Addendum: Additional ideas to maybe make money (or “Step 4: Profit?”)
- Build the P2P backup software into a branded NAS or partner with a hard drive company to make drop-in self contained peers, sell them like hotcakes
- Or maybe put some hard drives into a Smart Home device like Google Home or Echo Dot and make those drop in peers. Or do like Apple does it for their Airport Time Capsule (hard drive backup in a WiFi router), only this time with P2P backup they’d be better utilized and internet connected. (Sell them like hotcakes)
- Start tons of companies to sell backup space! With the P2P backup network, anyone could create a CrashPlan/BackBlaze/Carbonite backup service with low overhead by simply firing up the software on their servers and offering to “peer” storage quota to you for a price. If lots of companies started up to do this, they could compete the price of offering quota down to reasonable levels. And they could differentiate themselves by economics (making it dirt cheap by any means necessary) or security (ultra-secure datacenters deep underground) or geography (servers in politically insulated countries with strict data extradition policies), while all using a common network and software platform
- Or maybe you already have a company with a datacenter with excess capacity! Rent the full storage capacity out immediately to help recover the sunk cost, while dialing back quotas when you need the storage space back (and letting the P2P network figure out re-leveling the redundancy for those affected)

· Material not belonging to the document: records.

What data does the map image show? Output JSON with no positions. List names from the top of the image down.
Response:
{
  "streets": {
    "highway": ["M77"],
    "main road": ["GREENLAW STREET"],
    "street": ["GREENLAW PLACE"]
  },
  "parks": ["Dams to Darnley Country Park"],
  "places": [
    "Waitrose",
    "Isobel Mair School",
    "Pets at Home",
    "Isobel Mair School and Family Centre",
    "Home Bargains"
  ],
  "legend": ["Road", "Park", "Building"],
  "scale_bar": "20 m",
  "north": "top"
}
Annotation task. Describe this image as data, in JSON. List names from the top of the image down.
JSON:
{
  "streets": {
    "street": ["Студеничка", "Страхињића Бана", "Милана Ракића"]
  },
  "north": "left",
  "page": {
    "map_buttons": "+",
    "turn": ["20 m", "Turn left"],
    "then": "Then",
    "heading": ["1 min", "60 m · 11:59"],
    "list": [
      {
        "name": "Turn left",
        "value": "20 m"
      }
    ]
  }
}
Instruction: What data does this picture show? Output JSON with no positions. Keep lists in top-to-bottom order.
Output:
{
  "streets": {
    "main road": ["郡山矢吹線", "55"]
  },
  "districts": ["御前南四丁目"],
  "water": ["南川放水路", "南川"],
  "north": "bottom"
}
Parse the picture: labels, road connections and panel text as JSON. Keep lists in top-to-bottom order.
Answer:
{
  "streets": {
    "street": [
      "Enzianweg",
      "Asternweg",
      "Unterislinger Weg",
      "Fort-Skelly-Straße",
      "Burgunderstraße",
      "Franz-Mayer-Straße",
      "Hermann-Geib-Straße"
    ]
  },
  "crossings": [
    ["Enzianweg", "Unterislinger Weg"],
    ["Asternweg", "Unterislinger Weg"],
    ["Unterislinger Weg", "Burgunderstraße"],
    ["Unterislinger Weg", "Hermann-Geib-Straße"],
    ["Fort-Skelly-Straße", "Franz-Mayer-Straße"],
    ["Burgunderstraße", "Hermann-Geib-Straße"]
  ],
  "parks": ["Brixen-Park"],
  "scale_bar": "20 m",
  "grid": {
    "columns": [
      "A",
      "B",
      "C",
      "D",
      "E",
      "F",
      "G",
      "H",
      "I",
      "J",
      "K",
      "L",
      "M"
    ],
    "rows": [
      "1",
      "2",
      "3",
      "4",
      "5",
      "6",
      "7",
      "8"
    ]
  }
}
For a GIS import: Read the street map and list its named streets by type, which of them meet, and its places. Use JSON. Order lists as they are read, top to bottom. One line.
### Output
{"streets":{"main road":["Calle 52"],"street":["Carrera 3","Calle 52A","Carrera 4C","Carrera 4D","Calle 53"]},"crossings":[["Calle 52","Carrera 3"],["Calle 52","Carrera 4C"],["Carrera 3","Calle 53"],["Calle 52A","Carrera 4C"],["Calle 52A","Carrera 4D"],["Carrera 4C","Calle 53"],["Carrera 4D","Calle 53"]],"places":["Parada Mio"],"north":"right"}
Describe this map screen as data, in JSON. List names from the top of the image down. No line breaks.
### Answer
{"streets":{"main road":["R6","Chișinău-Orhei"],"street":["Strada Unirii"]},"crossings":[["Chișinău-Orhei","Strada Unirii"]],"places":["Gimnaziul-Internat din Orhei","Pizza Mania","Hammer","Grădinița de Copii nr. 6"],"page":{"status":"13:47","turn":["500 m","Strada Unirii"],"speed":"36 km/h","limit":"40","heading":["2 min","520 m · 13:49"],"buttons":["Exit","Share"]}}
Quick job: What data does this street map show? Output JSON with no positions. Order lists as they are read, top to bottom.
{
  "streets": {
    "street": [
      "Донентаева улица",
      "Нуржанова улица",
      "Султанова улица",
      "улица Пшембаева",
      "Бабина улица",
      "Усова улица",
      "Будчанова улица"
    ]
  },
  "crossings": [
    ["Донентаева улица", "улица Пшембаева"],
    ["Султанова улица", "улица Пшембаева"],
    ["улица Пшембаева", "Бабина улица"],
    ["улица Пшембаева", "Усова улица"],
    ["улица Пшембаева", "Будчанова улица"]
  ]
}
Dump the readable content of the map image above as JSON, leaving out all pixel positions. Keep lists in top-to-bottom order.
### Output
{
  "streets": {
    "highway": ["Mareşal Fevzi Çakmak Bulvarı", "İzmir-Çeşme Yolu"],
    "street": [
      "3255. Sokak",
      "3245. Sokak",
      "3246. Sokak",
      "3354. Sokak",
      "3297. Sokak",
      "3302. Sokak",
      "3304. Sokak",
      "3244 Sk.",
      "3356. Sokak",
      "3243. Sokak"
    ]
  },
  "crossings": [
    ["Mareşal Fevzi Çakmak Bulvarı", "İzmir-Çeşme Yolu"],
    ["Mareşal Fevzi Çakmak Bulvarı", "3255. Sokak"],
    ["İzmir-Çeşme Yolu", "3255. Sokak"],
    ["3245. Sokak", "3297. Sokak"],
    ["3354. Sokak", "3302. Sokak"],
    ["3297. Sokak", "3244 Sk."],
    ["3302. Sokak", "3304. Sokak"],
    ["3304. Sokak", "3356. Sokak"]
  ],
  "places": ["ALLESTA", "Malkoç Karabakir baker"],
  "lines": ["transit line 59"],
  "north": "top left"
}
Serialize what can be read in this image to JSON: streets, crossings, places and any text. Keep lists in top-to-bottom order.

- Get Acquired! Maybe you decide to do this as a VC funded startup or build a prototype and then have Microsoft or Apple or Google buy you up to build the technology directly into their operatin systems. That would not be super great since then the P2P backup software wouldn’t be open and free any more, but I guess you could cry about that all the way to the bank.
Mic Drop
OK, that was long enough. I really hope someone goes ahead and builds something like this. If no one else builds it by the time CrashPlan Home stops working in October 2018, maybe I will. Just because everyone else has failed, doesn’t mean I would too, does it? Or was that the definition of insanity?